The task →
The job is to find each line of the records below that includes the word "Summarize" and copy it.

Records for processing →
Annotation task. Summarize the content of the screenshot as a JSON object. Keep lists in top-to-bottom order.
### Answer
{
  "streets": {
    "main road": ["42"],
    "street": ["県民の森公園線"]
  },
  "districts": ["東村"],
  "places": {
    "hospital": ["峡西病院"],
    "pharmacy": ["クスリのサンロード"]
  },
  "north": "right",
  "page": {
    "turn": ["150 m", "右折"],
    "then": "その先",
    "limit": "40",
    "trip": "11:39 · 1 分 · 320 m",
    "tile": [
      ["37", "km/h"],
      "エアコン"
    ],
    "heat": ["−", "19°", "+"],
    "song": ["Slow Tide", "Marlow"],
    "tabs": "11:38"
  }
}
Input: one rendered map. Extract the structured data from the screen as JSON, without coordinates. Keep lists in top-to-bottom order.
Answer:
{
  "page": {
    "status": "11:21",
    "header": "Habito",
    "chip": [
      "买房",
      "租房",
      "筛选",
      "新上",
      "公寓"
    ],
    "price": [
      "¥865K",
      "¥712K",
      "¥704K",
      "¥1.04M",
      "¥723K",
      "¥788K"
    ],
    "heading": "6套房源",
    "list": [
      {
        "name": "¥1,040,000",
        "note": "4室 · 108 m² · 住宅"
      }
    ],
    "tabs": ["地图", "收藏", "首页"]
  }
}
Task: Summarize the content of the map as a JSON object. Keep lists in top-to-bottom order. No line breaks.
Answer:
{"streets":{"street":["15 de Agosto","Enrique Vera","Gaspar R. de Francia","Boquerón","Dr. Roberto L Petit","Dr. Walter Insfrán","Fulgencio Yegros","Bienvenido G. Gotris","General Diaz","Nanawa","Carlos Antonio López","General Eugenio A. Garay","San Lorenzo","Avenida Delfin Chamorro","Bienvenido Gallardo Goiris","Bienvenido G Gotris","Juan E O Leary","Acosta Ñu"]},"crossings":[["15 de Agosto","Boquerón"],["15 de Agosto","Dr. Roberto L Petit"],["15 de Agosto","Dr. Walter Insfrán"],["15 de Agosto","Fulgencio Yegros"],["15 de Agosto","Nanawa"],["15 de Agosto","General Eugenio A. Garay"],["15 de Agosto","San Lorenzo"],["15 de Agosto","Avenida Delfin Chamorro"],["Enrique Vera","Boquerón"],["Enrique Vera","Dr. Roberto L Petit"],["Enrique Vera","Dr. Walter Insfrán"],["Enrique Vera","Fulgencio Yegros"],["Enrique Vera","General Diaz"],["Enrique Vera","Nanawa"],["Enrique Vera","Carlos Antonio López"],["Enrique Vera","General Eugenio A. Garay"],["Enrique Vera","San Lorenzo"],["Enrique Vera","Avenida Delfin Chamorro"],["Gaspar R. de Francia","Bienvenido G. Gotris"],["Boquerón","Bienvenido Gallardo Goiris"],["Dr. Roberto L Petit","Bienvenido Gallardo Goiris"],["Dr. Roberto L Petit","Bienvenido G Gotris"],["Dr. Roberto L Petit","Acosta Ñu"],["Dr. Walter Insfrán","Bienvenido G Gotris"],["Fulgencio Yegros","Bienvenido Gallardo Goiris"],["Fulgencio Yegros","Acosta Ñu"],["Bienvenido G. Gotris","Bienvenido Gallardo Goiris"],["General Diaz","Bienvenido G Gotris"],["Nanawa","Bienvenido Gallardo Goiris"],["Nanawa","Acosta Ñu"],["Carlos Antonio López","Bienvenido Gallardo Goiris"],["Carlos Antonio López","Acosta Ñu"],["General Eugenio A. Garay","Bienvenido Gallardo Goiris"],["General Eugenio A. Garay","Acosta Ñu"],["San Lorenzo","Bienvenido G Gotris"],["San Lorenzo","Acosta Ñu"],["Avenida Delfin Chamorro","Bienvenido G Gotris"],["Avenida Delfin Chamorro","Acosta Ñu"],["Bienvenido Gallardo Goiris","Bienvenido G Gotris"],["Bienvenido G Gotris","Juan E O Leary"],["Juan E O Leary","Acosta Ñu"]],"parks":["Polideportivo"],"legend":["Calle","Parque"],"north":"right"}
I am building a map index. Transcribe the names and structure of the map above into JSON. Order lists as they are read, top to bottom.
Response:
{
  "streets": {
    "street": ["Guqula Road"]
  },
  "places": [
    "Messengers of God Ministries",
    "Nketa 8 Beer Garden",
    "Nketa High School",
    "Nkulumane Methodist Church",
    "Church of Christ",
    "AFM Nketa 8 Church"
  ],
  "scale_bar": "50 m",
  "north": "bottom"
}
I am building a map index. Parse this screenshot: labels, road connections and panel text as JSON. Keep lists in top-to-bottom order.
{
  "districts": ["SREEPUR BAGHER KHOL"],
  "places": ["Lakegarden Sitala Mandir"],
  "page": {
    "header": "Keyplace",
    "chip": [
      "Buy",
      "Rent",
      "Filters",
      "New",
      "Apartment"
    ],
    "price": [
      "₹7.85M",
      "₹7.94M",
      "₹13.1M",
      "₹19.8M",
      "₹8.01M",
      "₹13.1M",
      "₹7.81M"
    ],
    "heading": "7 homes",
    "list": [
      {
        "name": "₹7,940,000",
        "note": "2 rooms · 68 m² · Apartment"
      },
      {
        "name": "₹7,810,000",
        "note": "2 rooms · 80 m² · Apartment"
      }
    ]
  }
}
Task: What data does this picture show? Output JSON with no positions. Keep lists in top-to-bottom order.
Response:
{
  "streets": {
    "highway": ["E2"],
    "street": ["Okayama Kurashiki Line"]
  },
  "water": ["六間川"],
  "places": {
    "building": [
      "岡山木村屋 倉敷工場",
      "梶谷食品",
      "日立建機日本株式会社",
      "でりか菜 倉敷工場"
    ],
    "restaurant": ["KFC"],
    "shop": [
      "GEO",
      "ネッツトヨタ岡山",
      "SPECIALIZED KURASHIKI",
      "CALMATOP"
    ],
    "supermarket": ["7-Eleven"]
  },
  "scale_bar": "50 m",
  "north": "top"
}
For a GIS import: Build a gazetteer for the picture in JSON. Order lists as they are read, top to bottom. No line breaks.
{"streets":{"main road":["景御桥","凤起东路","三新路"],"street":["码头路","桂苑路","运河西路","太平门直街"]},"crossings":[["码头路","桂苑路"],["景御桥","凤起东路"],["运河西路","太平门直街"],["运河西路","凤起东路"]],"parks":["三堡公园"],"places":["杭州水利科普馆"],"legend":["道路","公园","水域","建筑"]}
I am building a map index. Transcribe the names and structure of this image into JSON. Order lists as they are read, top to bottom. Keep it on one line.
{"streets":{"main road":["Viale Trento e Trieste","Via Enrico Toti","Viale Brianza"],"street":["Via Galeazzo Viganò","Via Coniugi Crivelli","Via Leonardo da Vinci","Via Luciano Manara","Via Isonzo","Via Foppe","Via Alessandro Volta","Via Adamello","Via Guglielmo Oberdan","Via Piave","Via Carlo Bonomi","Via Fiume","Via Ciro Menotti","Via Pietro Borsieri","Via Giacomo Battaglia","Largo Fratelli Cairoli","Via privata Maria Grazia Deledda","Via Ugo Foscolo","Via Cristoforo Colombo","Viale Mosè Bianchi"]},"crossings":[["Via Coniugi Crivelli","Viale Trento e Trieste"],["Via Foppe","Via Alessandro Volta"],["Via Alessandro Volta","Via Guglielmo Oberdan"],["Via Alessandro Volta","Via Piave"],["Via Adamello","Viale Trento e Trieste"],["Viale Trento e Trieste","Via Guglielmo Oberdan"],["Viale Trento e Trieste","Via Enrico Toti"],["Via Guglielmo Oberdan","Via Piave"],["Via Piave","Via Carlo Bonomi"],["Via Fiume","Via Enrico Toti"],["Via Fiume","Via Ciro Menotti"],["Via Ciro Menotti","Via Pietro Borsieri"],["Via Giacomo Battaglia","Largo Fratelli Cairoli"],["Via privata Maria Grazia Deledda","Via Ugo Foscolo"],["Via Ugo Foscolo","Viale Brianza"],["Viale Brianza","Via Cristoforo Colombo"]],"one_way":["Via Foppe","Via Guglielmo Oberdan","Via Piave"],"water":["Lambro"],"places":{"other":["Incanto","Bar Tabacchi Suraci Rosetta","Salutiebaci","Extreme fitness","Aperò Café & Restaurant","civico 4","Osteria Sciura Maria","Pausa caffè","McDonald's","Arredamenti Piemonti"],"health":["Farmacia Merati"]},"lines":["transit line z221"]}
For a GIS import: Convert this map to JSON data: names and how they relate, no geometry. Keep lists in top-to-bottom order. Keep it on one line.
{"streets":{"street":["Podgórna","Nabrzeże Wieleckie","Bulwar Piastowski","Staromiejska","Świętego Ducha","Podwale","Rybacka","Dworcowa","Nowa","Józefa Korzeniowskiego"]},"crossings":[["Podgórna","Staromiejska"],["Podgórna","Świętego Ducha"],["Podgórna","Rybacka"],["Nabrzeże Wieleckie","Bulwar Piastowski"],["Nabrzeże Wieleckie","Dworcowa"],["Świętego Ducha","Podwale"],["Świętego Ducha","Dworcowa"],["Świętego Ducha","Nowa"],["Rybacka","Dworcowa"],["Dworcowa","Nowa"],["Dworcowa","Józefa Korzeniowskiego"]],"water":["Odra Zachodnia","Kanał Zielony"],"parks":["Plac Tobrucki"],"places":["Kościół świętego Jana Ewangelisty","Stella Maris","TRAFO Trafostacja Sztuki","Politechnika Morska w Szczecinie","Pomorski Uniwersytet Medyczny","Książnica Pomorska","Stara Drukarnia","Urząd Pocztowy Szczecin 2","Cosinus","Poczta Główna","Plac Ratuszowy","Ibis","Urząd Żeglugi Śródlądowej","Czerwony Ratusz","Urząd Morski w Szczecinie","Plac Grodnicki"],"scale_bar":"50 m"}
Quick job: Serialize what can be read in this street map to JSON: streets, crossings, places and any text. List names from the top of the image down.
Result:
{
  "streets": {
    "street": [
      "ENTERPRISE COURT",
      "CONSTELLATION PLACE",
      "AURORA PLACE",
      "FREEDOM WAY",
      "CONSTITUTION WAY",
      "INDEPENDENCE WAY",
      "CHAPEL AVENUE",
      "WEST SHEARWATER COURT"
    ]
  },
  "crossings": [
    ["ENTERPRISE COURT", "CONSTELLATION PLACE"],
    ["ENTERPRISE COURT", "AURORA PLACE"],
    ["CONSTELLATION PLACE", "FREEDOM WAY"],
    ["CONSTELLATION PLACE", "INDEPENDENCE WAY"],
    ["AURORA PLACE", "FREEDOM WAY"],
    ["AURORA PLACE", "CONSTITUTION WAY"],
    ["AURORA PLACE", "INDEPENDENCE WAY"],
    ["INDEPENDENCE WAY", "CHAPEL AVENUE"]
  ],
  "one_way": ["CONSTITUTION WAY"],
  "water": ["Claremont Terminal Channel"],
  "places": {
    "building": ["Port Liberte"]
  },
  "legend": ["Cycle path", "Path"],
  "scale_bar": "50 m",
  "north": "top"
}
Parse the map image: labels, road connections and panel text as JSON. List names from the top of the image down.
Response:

The completed task →
Annotation task. Summarize the content of the screenshot as a JSON object. Keep lists in top-to-bottom order.
Task: Summarize the content of the map as a JSON object. Keep lists in top-to-bottom order. No line breaks.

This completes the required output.